Sheikh Jaber al Ahmad al Sabah , the late Emir of Kuwait, was the emir of critical moments. In a region like the Persian Gulf, times have been critical for almost forty years. The region has not known tranquility but has witnessed greed, scorn and conspiracy. Unfortunately, the damage from all these stages, until the present day, has come from the inhabitants of the region, under different names and slogans.
Sheikh Jaber, God bless his soul, almost brought about his own destruction because he supported Saddam Hussein’s Iraq and almost died when Saddam invaded Kuwait in 1990. These were Sheikh Jaber’s most difficult moments, after his state, not only his rule, had vanished. However, his firm stance and the support of his people led to the cohesiveness of Kuwait under the oppressive occupation and its acceptance of injustice from its neighbors in Baghdad and a few Arab countries. We all recall how United Nations member countries gave the late Emir a standing ovation in respect and appreciation for him and his country, affirming their support for his nation and its legitimacy.

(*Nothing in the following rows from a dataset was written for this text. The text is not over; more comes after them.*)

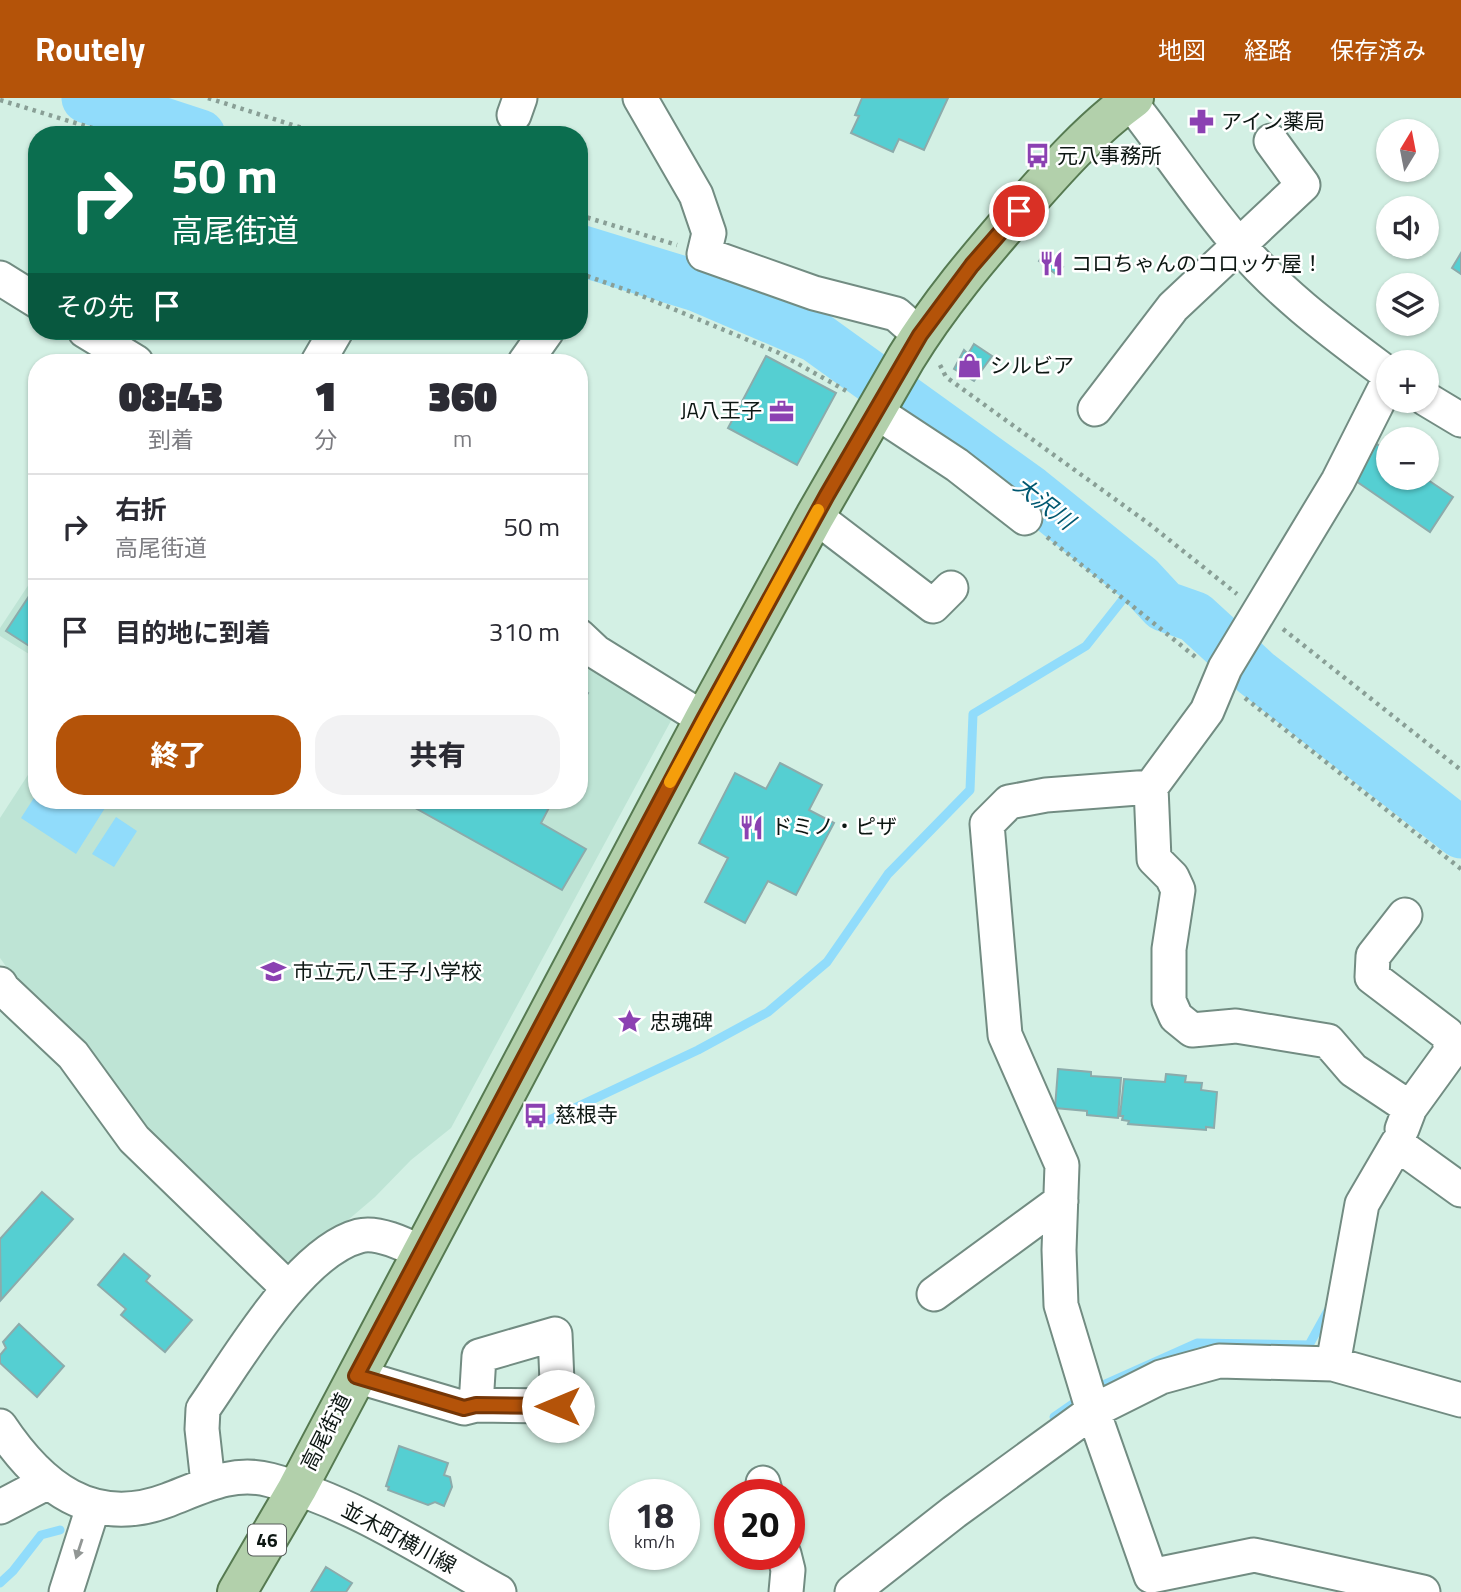 <!DOCTYPE html>
<html lang="ja">
<meta charset="utf-8">
<style>
body{margin:0;font-family:"Titillium Web","Noto Sans JP",sans-serif;background:#f2f2f3;color:#2b2b33;height:100vh;display:flex;flex-direction:column;font-size:26px;white-space:nowrap}
*{box-sizing:border-box;margin:0}
p{font-size:23px;color:#7c7c81}
.icon{flex:none;width:38px;height:38px;fill:none;stroke:currentColor;stroke-width:2;stroke-linecap:round;stroke-linejoin:round}
.map{position:relative;flex:1;overflow:hidden}
.drawer{position:absolute;left:28px;top:256px;width:560px;height:455px;display:flex;flex-direction:column;background:#fff;border-radius:28px;box-shadow:0 2px 5px #0004}
.drawer>*{flex:none}
.top-card{position:absolute;left:28px;top:28px;width:560px;height:214px;border-radius:28px;box-shadow:0 2px 5px #0004;background:#0b6e4f;color:#fff;overflow:hidden}
.needle{width:46px;rotate:10deg}
.fabs{position:absolute;left:1376px;top:21px;display:grid;gap:14px}
.fabs a{display:grid;place-items:center;width:63px;height:63px;border-radius:50%;background:#fff;box-shadow:0 2px 5px #0004;font-size:35px}
.speed{position:absolute;left:609px;top:1381px;display:flex;gap:14px;font-size:35px;font-weight:700;text-align:center}
.speed>*{display:grid;place-content:center;width:91px;height:91px;border-radius:50%;background:#fff;box-shadow:0 2px 5px #0004;line-height:1}
.speed small{font-size:18px;font-weight:400}
.speed .limit{border:10px solid #d22;background:#fff;color:#111}
.pin{position:absolute;display:grid;place-items:center;width:60px;height:60px;color:#fff;margin:-30px;border:4px solid #fff;border-radius:50%;box-shadow:0 2px 7px #0007}
.me{position:absolute;width:77px;margin:-38px;rotate:270deg;stroke-linejoin:round;filter:drop-shadow(0 0 5px #0008)}
.turn{display:flex;align-items:center;gap:24px;height:147px;padding:0 28px;font-size:32px}
.turn .icon{width:91px;height:91px;stroke-width:2.5}
.turn b{display:block;font-size:49px;line-height:60px}
.then{display:flex;align-items:center;height:66px;padding:0 28px;background:#0003;gap:14px;font-size:26px}
.eta{display:flex;justify-content:space-evenly;align-items:center;height:119px;text-align:center}
.eta b{font-size:42px;font-weight:800;line-height:49px}
.action{display:flex;gap:14px;margin-top:auto;padding:14px 28px}
.action a{flex:1;height:80px;border-radius:28px;background:#b45309;color:#fff;font-size:28px;font-weight:800;line-height:80px;text-align:center}
.action a+a{background:#f2f2f3;color:#2b2b33}
ul{padding:0;list-style:none}
li{display:flex;align-items:center;gap:21px;height:105px;padding:0 28px;border-top:2px solid #e1e1e2}
li div{flex:1}
li b{display:block;font-size:26px}
li em{font-style:normal}
header{display:flex;align-items:center;gap:42px;box-sizing:border-box;height:98px;padding:0 35px;background:#b45309;color:#fff}
header strong{font-size:33px}
nav{display:flex;gap:38px;margin-inline-start:auto;font-size:24px}
.map>svg:first-child{display:block}
</style>
<header>
<strong>Routely</strong>
<nav><a>地図</a><a>経路</a><a>保存済み</a></nav>
</header>
<div class="map">
<svg width="1461" height="1494" viewBox="0 0 1461 1494">
<rect width="100%" height="100%" fill="#d3f0e4"/>
<path fill="#bee4d5" d="M37 474V561L0 538V530Z
M579 553 673 619 451 1030 411 1062 375 1099 294 1168 291 1163H277L144 1033 20 888 0 860V720L37 663V702H579Z"/>
<path fill="#91dcfb" d="M37 695V702H110L76 756 21 720Z
M116 719 137 733 114 769 92 756Z"/>
<g fill="none" stroke-linecap="round" stroke-linejoin="round">
<path stroke="#91dcfb" stroke-width="9" d="M549 1022 698 952 768 914 827 864 888 776 970 692 973 616 1086 548 1139 481
M1094 1291 1197 1245 1309 1247 1330 1209
M1054 1319 1080 1301
M0 1485 13 1473 41 1437 60 1432"/>
<path stroke="#91dcfb" stroke-width="51" d="M87 0 200 37
M579 152 697 188 816 239 1030 393 1139 481 1164 508 1195 519 1256 575 1461 735"/>
</g>
<path fill="#55cfd2" stroke="#8cabab" stroke-width="2" d="M862 0H948L924 52 899 41 893 54 851 35 859 18 855 17Z
M1045 154 1063 169 1057 177 1039 163Z
M1461 155V176L1452 170Z
M974 246 992 258 974 283 954 271 964 252 968 256Z
M766 258 836 295 797 367 728 330Z
M1377 346 1388 354V380H1425L1453 399 1430 434 1353 381Z
M37 486V553L6 533Z
M579 589 588 595 579 610Z
M780 665 822 687 809 712 834 725 796 797 768 783 745 825 705 804 728 760 699 745 735 675 766 691Z
M401 702H553L541 725 586 751 562 792Z
M1058 971 1091 974V978L1121 980 1118 1020 1087 1017V1013L1055 1010Z
M1166 976 1186 978 1185 984 1202 985 1201 992 1217 994 1214 1030 1206 1029V1032L1128 1026 1129 1023 1122 1022 1123 1018H1120L1124 981 1165 984Z
M42 1094 73 1121 1 1202 0 1141Z
M124 1156 150 1178 146 1183 192 1222 165 1254 121 1217 126 1211 98 1187Z
M19 1226 64 1268 37 1299 0 1265V1257L6 1250 3 1244Z
M399 1348 448 1365 444 1377 450 1379 452 1389 444 1408 435 1404 428 1407 388 1392 389 1389 386 1388Z
M326 1469 352 1485 346 1494H311Z"/>
<g fill="none" stroke-linecap="round" stroke-linejoin="round">
<defs>
<path id="minor" d="M640 0 696 97 709 135 704 156 814 195 896 216 920 237
M1127 0C1165 48 1198 99 1238 146 1281 197 1335 236 1388 276
M514 17 520 0
M0 180 37 203
M85 233 136 264
M318 264 336 233
M525 264 547 233
M1426 301 1461 322
M1095 311 1173 209 1303 87 1271 43
M875 313 957 367 1025 420
M815 418 933 508 951 490
M579 538 596 554 704 621
M1151 689 1207 613 1225 570 1338 383 1388 284
M0 886 3 891 73 957 134 1041 288 1190
M1410 1010 1353 972 1328 943 1236 928 1192 932 1176 919 1169 903V851L1178 792 1172 779 1154 761 1151 689 1046 697 1009 704 987 726 1005 937 1062 1067 1059 1152 1061 1207 1093 1313 1151 1478 1254 1457 1423 1494
M1402 1031 1410 1010 1452 952 1447 936 1372 879 1373 858 1405 817
M934 1196 1061 1103
M1333 1266 1362 1106 1397 1046 1461 1092
M356 1278 464 1310 476 1307 558 1308 555 1236 479 1258 476 1307
M0 1328C40 1388 92 1431 168 1402 202 1389 233 1372 270 1382 353 1404 425 1453 499 1494
M208 1385 202 1331 203 1311C238 1261 299 1154 359 1138 377 1133 404 1146 420 1154
M763 1385 766 1396
M0 1409 48 1384
M784 1456 788 1472 786 1494
M66 1494 93 1409
M852 1494 954 1414 1093 1313 1161 1279 1219 1263 1333 1266 1461 1302"/>
<path id="major" d="M237 1494 297 1391 704 621 815 418 906 260C939 206 979 159 1020 112 1055 72 1091 31 1134 0"/>
</defs>
<use href="#minor" stroke="#728c82" stroke-width="37"/>
<use href="#major" stroke="#567a51" stroke-width="42"/>
<path stroke="#899f96" stroke-width="4.5" stroke-dasharray="3.5 5" stroke-linecap="butt" d="M208 0 324 37
M0 2 115 37
M579 117 677 147
M579 175 637 196 777 254 850 295
M940 267 946 279 1148 425 1237 496
M1047 439 1198 561
M1283 531 1461 672
M1245 600 1461 771"/>
<use href="#minor" stroke="#fff" stroke-width="33"/>
<use href="#major" stroke="#b2d0ab" stroke-width="38"/>
</g>
<defs><path id="oneway-solid" d="M-6-.8H1V-3.2L6.5 0L1 3.2V.8H-6Z" transform="scale(1.75)"/></defs>
<use fill="#929795" href="#oneway-solid" transform="translate(79 1451) rotate(108)"/>
<g fill="none" stroke-linecap="round" stroke-linejoin="round">
<defs>
<path id="route" d="M558 1308 476 1307 464 1310 356 1278 704 621 827 397 920 237 972 167 1019 113"/>
</defs>
<use href="#route" stroke="#753606" stroke-width="18"/>
<use href="#route" stroke="#b45309" stroke-width="12"/>
<path stroke="#f59e0b" stroke-width="12" d="M670 684 818 412"/>
</g>
<defs>
<symbol id="pharmacy-bare" viewBox="-9 -9 18 18"><path d="M-2-6h4v4h4v4h-4v4h-4v-4h-4v-4h4Z" fill="#8b41b2" stroke="#fff" stroke-width="2.5" paint-order="stroke"/></symbol>
<symbol id="bus-bare" viewBox="-9 -9 18 18"><path d="M-5-6H5V4H4V6H2V4H-2V6H-4V4H-5ZM-3.5-4V0h7V-4ZM-3.5 1.2v1.5H-2V1.2ZM2 1.2v1.5H3.5V1.2Z" fill="#8b41b2" stroke="#fff" stroke-width="2.5" paint-order="stroke"/></symbol>
<symbol id="restaurant-bare" viewBox="-9 -9 18 18"><path d="M-5-6h1v4h1v-4h1v4h1v-4h1v5L-1.5 .5V6h-2V.5L-5-1ZM5-6V6H3V1.5H1.5Q1.5-4 5-6Z" fill="#8b41b2" stroke="#fff" stroke-width="2.5" paint-order="stroke"/></symbol>
<symbol id="shop-bare" viewBox="-9 -9 18 18"><path d="M-5-2.5h2.3a2.7 3.5 0 0 1 5.4 0H5L5.5 6h-11ZM-1.5-2.5h3a1.5 2.3 0 0 0-3 0Z" fill="#8b41b2" stroke="#fff" stroke-width="2.5" paint-order="stroke"/></symbol>
<symbol id="office-bare" viewBox="-9 -9 18 18"><path d="M-6-3h4V-5.5h4V-3h4V5H-6ZM-1-4.5V-3h2v-1.5ZM-6 0V1H6V0Z" fill="#8b41b2" stroke="#fff" stroke-width="2.5" paint-order="stroke"/></symbol>
<symbol id="school-bare" viewBox="-9 -9 18 18"><path d="M0-5L7-2L0 1L-7-2ZM-4 1L0 2.5L4 1V4Q0 6-4 4Z" fill="#8b41b2" stroke="#fff" stroke-width="2.5" paint-order="stroke"/></symbol>
<symbol id="sight-bare" viewBox="-9 -9 18 18"><path d="M0-6L1.8-2.2L6-1.7L2.9 1.2L3.7 5.4L0 3.3L-3.7 5.4L-2.9 1.2L-6-1.7L-1.8-2.2Z" fill="#8b41b2" stroke="#fff" stroke-width="2.5" paint-order="stroke"/></symbol>
</defs>
<g fill-rule="evenodd">
<use href="#pharmacy-bare" x="1184" y="6" width="35" height="35"/>
<use href="#bus-bare" x="1020" y="40" width="35" height="35"/>
<use href="#restaurant-bare" x="1034" y="148" width="35" height="35"/>
<use href="#shop-bare" x="952" y="250" width="35" height="35"/>
<use href="#office-bare" x="764" y="296" width="35" height="35"/>
<use href="#restaurant-bare" x="734" y="712" width="35" height="35"/>
<use href="#school-bare" x="256" y="856" width="35" height="35"/>
<use href="#sight-bare" x="612" y="906" width="35" height="35"/>
<use href="#bus-bare" x="518" y="1000" width="35" height="35"/>
</g>
<g text-anchor="middle" stroke-width="5" stroke-linejoin="round" paint-order="stroke">
<rect fill="#fff" stroke="#565d5a" stroke-width="2" x="248" y="1426.5" width="38" height="31" rx="5"/>
<g font-size="19" font-weight="bold" fill="#0d1713">
<text x="267" y="1449">46</text>
</g>
<g font-size="21" fill="#0d1713" stroke="#fff" text-anchor="start">
<text x="1221" y="31">アイン薬局</text>
<text x="1057" y="65">元八事務所</text>
<text x="1071" y="173">コロちゃんのコロッケ屋！</text>
<text x="990" y="275">シルビア</text>
<text x="762" y="320" text-anchor="end">JA八王子</text>
<text x="771" y="736">ドミノ・ピザ</text>
<text x="293" y="881">市立元八王子小学校</text>
<text x="650" y="931">忠魂碑</text>
<text x="555" y="1024">慈根寺</text>
</g>
<g font-size="21" fill="#0d1713" stroke="#fff">
<text transform="translate(326 1334) rotate(-63)" y="7">高尾街道</text>
<text transform="translate(399 1440) rotate(28)" y="7">並木町横川線</text>
</g>
<g font-size="23" font-style="italic" fill="#005871" stroke="#fff">
<text transform="translate(1044 405) rotate(38)" y="8">大沢川</text>
</g>
</g>
</svg>
<div class="fabs">
<a><svg class="needle" viewBox="-14 -14 28 28"><path d="M0-13l5 13h-10z" fill="#e53935"/><path d="M0 13l5-13h-10z" fill="#7c7c81"/></svg></a>
<a><svg class="icon" aria-label="sound" viewBox="0 0 24 24"><path d="M4 9h4l5-4v14l-5-4H4zM17 9q2 3 0 6"/></svg></a>
<a><svg class="icon" aria-label="layers" viewBox="0 0 24 24"><path d="M12 4l9 5-9 5-9-5zM3 14l9 5 9-5"/></svg></a>
<a>+</a>
<a>−</a>
</div>
<div class="speed"><div>18<small>km/h</small></div><div class="limit">20</div></div>
<div class="pin" style="left:1019px;top:113px;background:#d93025"><svg class="icon" aria-label="arrive" viewBox="0 0 24 24"><path d="M6 21V4h12l-3 4 3 4H6"/></svg></div>
<svg class="me" style="left:558px;top:1308px" viewBox="-20 -20 40 40"><circle r="19" fill="#fff"/><path d="M0-13L10 11 0 6-10 11z" fill="#b45309"/></svg>
<div class="top-card">
<div class="turn"><svg class="icon" aria-label="right" viewBox="0 0 24 24"><path d="M7 20v-9h11M14 6l5 5-5 5"/></svg><div><b>50 m</b>高尾街道</div></div>
<div class="then">その先<svg class="icon" aria-label="arrive" viewBox="0 0 24 24"><path d="M6 21V4h12l-3 4 3 4H6"/></svg></div>
</div>
<section class="drawer">
<div class="eta">
<div><b>08:43</b><p>到着</p></div>
<div><b>1</b><p>分</p></div>
<div><b>360</b><p>m</p></div>
</div>
<ul>
<li><svg class="icon" aria-label="right" viewBox="0 0 24 24"><path d="M7 20v-9h11M14 6l5 5-5 5"/></svg><div><b>右折</b><p>高尾街道</p></div><em>50 m</em></li>
<li><svg class="icon" aria-label="arrive" viewBox="0 0 24 24"><path d="M6 21V4h12l-3 4 3 4H6"/></svg><div><b>目的地に到着</b></div><em>310 m</em></li>
</ul>
<div class="action"><a>終了</a><a>共有</a></div>
</section>
</div>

The late Sheikh’s wisdom manifested itself in his refusal to postpone solving pressing problems under any pretext. The excuses were undoubtedly clear, especially after the return of Kuwait to its people and the continued reign of Saddam, a stone’s throw away form Kuwait. Sheikh Jaber did not want Kuwait to delay its projects because the enemy was lurking. Instead, he continued to take decisions that consolidated the democratic process in Kuwait and the respect of the constitution. He did not die until he had remedied the ill which the Kuwaiti democracy had suffered from, namely giving women their political rights. The Emir did not allow his poor health to dissuade him from realizing this wish.
The late Sheikh’s strength was evident in his calmness. Despite the multiple crises in Kuwait and elsewhere, he did not become gloomy or bad tempered in his decisions and interventions in Kuwaiti political life. I used to always joke with my Kuwaiti friends and say, “God help your rulers, you and the Lebanese complain so often, despite both countries being so small.” Laughing, they would reply, “Our sheikhs are one of us. If they did not put up with us, who will?”
About eighteen months ago, on an official visit to Kuwait, I received the agenda for the trip. One of the security guards escorting us warned us that we needed to sleep early because our convoy would depart early the next morning, no later than at 7:30 am ! I asked him why this early schedule? He replied that our meeting with Sheikh Jaber was scheduled for 8am. Indeed, we left with the official delegation and met the Emir at 8 am. That day, he spoke about Kuwaiti-Saudi relations and recalled the time he spent with the late King Fahd Bin Abdulaziz in Saudi Arabia.
Afterwards, I asked why the meeting was held so early. I was told that the Emir started his day at dawn and spent sometime in the garden surrounding his residence, cutting flowers and taking care of his plants. Afterwards, he started his official duties and would sleep very early. God Bless Jaber al Ahmad al Sabah.